# Finally!



## BloodRedFox (May 2, 2007)

After (some) begging, my dad will finally be getting DSL for our computer! All I can say is YES!!! 

We've been stuck with crappy dial-up for so long, and now we'll be getting something that's 50 times faster. Also, I'll be getting a Nintendo Wi-Fi USB Connector for my DS and Wii (which I'll also say "finally!" to because now I'll be ready when SSB: Brawl comes out).


(By the way, I guess that this is the right place to talk about this, I've never been to this board before.)


----------



## DavidN (May 2, 2007)

I can hardly remember what 56k connections were like now. When I moved out of my flat last year, I signed the DSL connection I had over to my parents because they still hadn't moved on from dialup yet.

The worst part of it is that they're still paying for the dialup service alongside the broadband, because they don't want to lose their old email address.


----------



## Aikon (May 3, 2007)

Last year I tried switching back from 8mbps cable to 56k, I knew there was going to be  big difference but it was more than I can handle.  I did to save money (I was payinbg $65 a month just for internet), so what me and Comcast settled one was a 4mbps connection for around $25.  

I'm waiting for FIOS.  Even if to drive the cost of cable internet down.  Oh wait, this is the cable pigs we're talking about....

Congrats on your DSL, when I first made the switch from Dialup I went to DSL back when it was called Bell Atlantic.  I was satisfied, but cable is where it's at for me, until FIOS becomes available here and I get a raise   I feel even cable is too slow for me.


----------



## Silver R. Wolfe (May 3, 2007)

We had dial-up for a very long long time too.  I think we got cable about 2.5 years ago.  Since then we've gone from being a one computer household to a five computer household.  All are networked now, three desktops and two laptops.  If we went back to 56k, it would be incredibly strange.


----------



## codewolf (May 16, 2007)

wow 56k.... i remember those days... where it took 3 hours just to download one song!!!:shock:


----------



## net-cat (May 16, 2007)

I remember dial-up. We had two phone lines. The voice got ~50K connections and the data line got ~24K connections, over the same internal wires. We called Verizon and complained about it but they said, "it gets a connection so we don't care."

So we canceled our second line and got cable, instead. (This was back in the days when it was actually more expensive to get cable than it was to have a second phone line and a dial-up account.)

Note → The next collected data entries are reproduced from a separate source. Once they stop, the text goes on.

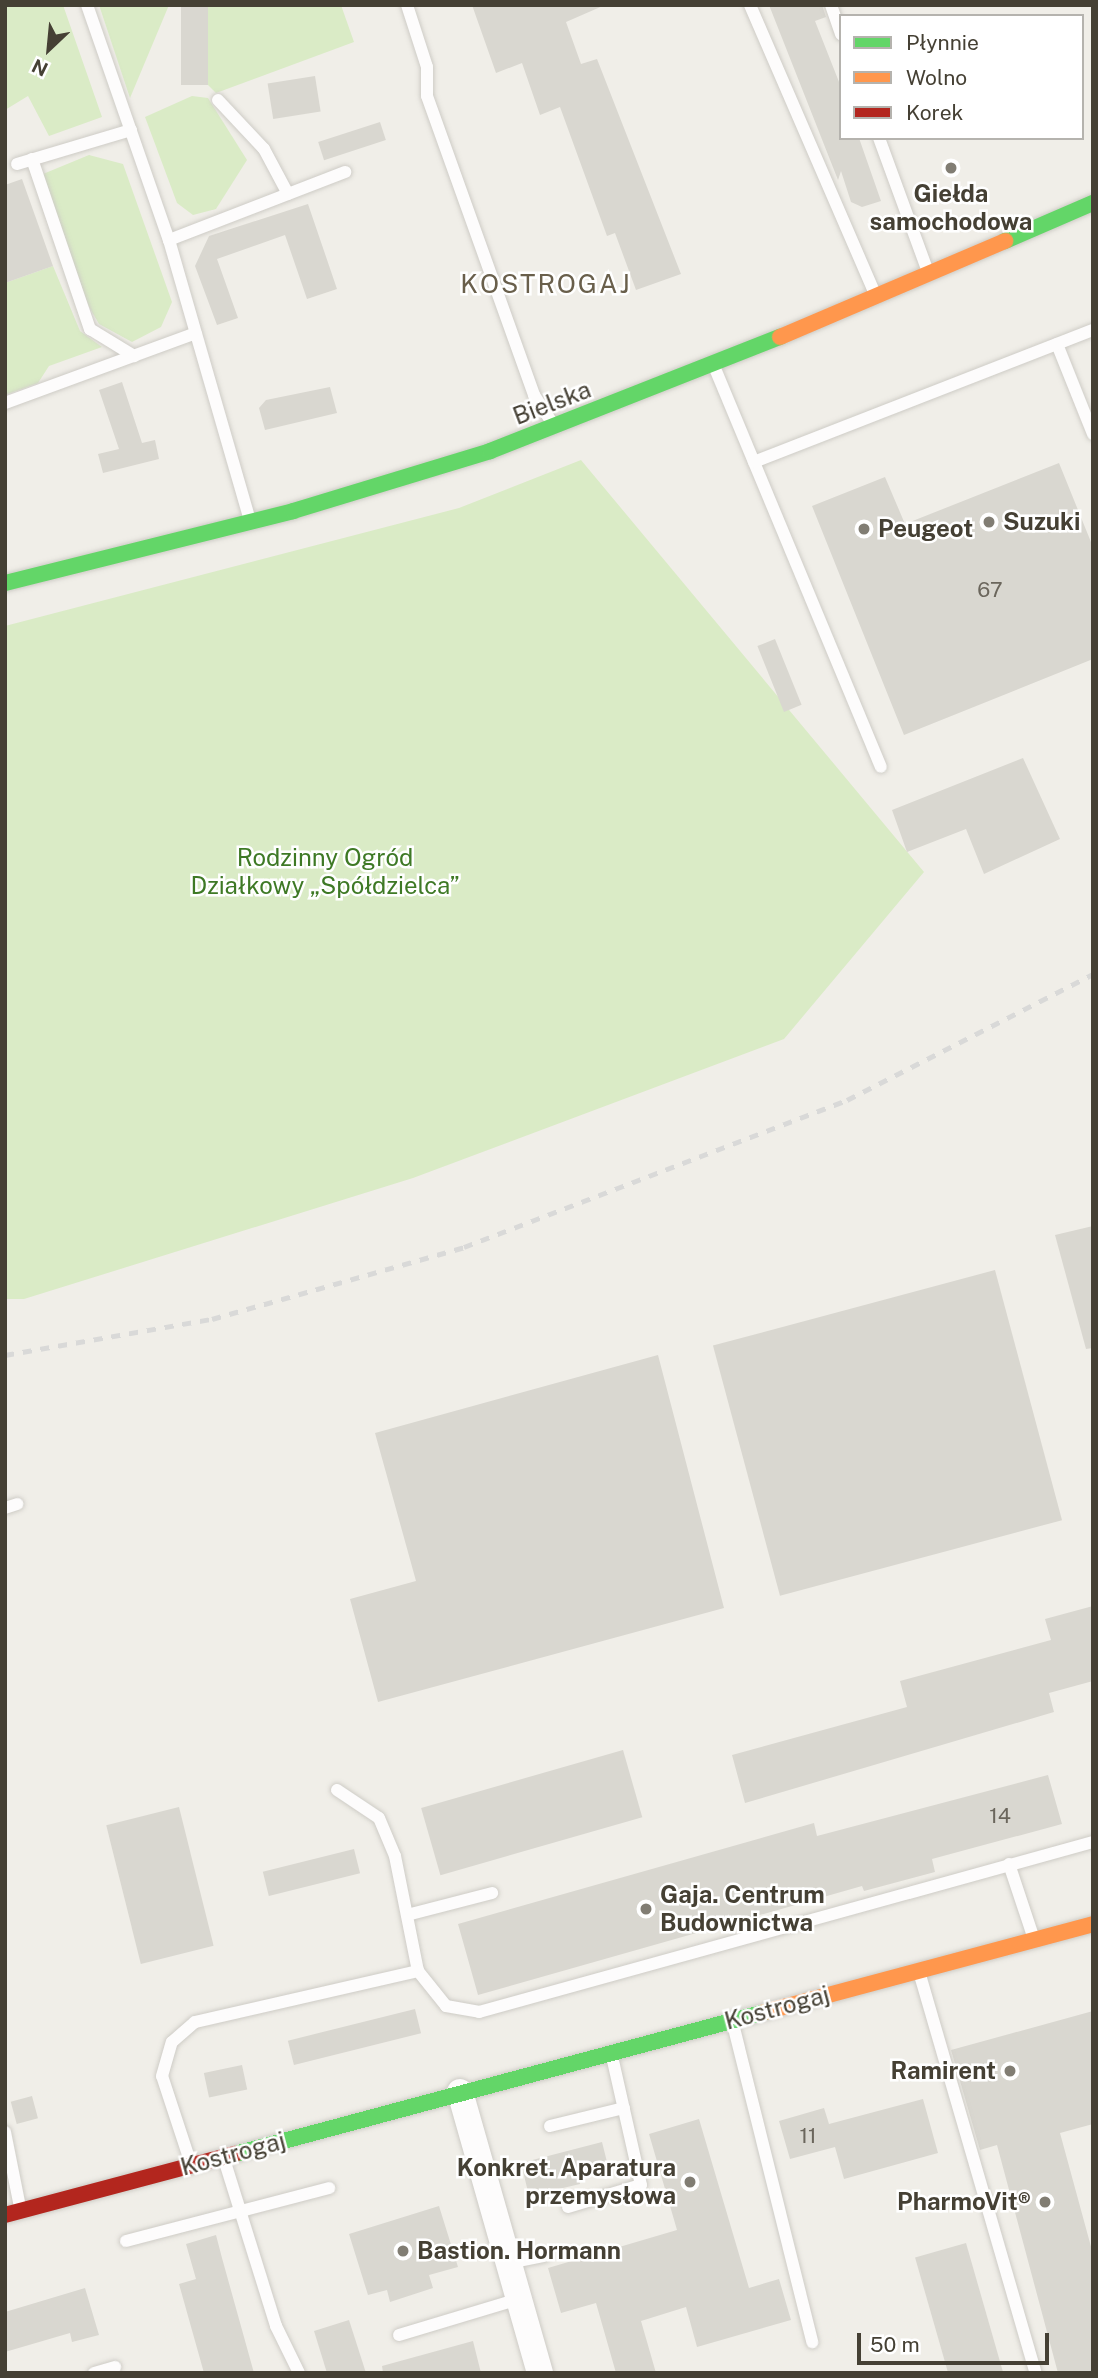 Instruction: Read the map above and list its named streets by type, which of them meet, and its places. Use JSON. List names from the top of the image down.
{
  "streets": {
    "main road": ["Bielska", "Kostrogaj"]
  },
  "districts": ["KOSTROGAJ"],
  "parks": ["Rodzinny Ogród Działkowy „Spółdzielca”"],
  "places": [
    "Giełda samochodowa",
    "Suzuki",
    "Peugeot",
    "Gaja. Centrum Budownictwa",
    "Ramirent",
    "Konkret. Aparatura przemysłowa",
    "PharmoVit®",
    "Bastion. Hormann"
  ],
  "house_numbers": ["67", "14", "11"],
  "legend": ["Płynnie", "Wolno", "Korek"],
  "scale_bar": "50 m",
  "north": "bottom left"
} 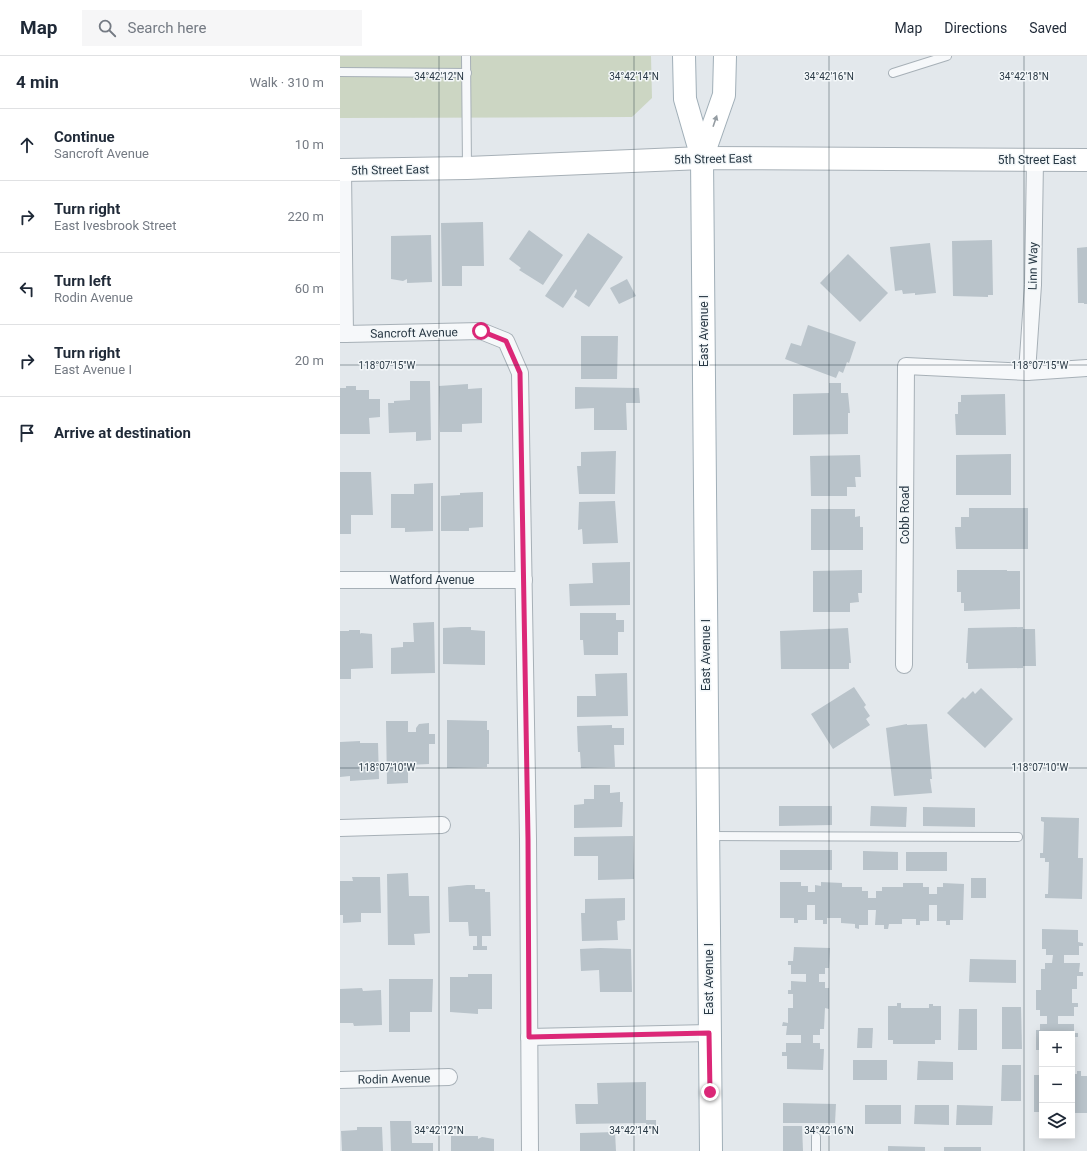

After a year of increasingly unreliable service and increasingly costly monthly fees, we switched to DSL and have been using that ever since.

I can't wait for FIOS...


----------



## Rilvor (May 16, 2007)

:shock: did you say.....dial up?:shock: *cringes*


----------



## Aake (May 22, 2007)

DSL was ready to be installed back in 1997, a full ten years ago. It took until '99-00 until the various offers began showing up, all of them empty.After I finally got the form to fill in to get the DSL equipment, it took a full year before it showed up in early '01. Good riddance!

Eventually (after five years) I moved away from my 512/128k DSL to 100mbps ethernet in the next 'burb. The current $50/month is a bit pricey, but a lot less than the $1-200/month I could waste with the 56k.


----------



## Rattra (May 22, 2007)

Lucky it only takes begging parents.... I have to beg companies which I wish was possible.. XD.. There is no coverage out here, I'm in a technology dead zone..  .. There is a cable line, but I can't find who owns it. 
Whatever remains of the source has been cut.